### Input material
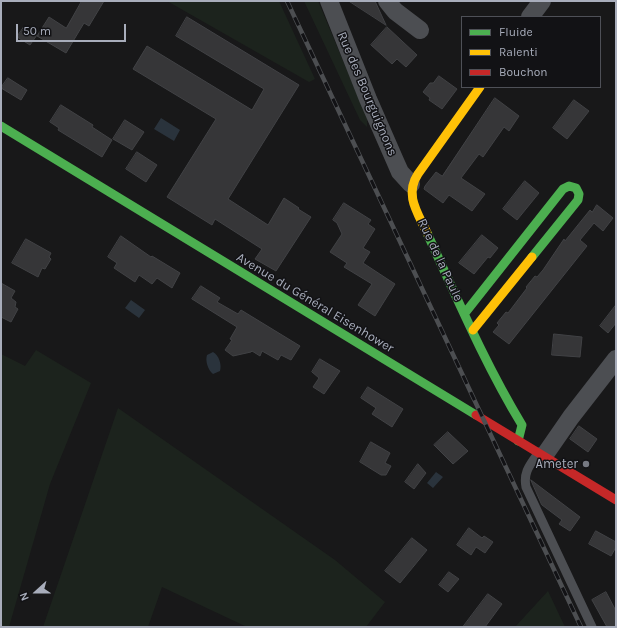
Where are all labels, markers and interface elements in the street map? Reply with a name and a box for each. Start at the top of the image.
scale bar [18,16,128,42]
legend [461,16,601,88]
text: 50 m [23,24,51,38]
text: Fluide [499,25,533,39]
street label: Rue des Bourguignons [334,30,400,158]
text: Ralenti [499,45,538,59]
text: Bouchon [499,65,548,79]
street label: Rue de la Paule [414,216,466,304]
street label: Avenue du Général Eisenhower [233,250,397,356]
place label: Ameter [535,456,578,472]
marker: Ameter [581,459,591,469]
north arrow [16,572,56,612]
text: N [17,590,32,602]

### Prompt
Only the wording of the records is wanted: copy it all exactly and omit the pictures.

### Answer for the task
Where are all labels, markers and interface elements in the street map? Reply with a name and a box for each. Start at the top of the image.
scale bar [18,16,128,42]
legend [461,16,601,88]
text: 50 m [23,24,51,38]
text: Fluide [499,25,533,39]
street label: Rue des Bourguignons [334,30,400,158]
text: Ralenti [499,45,538,59]
text: Bouchon [499,65,548,79]
street label: Rue de la Paule [414,216,466,304]
street label: Avenue du Général Eisenhower [233,250,397,356]
place label: Ameter [535,456,578,472]
marker: Ameter [581,459,591,469]
north arrow [16,572,56,612]
text: N [17,590,32,602]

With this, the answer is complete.